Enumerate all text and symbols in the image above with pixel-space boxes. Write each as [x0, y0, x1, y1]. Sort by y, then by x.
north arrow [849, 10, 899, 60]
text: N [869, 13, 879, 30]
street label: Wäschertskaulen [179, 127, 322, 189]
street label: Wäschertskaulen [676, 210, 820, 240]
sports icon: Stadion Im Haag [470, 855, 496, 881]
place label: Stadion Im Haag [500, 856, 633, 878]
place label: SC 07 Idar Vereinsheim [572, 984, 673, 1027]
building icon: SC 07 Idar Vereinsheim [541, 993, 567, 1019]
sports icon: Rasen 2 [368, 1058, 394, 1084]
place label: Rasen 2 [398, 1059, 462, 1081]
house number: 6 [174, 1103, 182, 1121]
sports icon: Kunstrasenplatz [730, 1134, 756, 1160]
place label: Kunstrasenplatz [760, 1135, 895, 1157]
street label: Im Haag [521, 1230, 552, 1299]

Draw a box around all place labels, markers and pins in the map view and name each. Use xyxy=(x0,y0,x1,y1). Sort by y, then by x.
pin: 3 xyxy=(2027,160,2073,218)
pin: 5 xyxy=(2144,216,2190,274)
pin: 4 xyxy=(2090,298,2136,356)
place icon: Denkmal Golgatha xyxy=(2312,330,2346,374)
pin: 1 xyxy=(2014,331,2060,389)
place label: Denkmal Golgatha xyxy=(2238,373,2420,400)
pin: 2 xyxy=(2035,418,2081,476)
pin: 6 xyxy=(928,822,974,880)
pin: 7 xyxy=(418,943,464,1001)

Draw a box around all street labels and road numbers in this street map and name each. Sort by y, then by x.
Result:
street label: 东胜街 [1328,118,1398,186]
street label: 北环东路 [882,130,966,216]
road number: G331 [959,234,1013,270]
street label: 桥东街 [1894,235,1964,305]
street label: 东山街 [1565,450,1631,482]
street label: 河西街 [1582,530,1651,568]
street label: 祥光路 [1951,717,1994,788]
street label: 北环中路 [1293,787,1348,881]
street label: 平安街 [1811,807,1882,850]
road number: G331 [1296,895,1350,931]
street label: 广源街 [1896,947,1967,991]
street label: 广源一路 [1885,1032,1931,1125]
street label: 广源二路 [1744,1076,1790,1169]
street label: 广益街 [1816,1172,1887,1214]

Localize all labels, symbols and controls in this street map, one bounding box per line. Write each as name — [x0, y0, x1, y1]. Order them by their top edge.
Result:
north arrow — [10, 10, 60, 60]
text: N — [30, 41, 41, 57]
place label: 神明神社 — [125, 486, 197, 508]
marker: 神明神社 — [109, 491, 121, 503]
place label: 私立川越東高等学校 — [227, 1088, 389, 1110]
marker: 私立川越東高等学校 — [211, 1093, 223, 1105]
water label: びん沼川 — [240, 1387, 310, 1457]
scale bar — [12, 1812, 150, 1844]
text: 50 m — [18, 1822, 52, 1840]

§ **EXERCISE PROMPT**: Scan the entries for the word "this". Report each line that has it.

§ **REPLY TO THE TASK**:
Draw a box around all street labels and road numbers in this street map and name each. Sort by y, then by x.
Localize all labels, symbols and controls in this street map, one bounding box per line. Write each as name — [x0, y0, x1, y1]. Order them by their top edge.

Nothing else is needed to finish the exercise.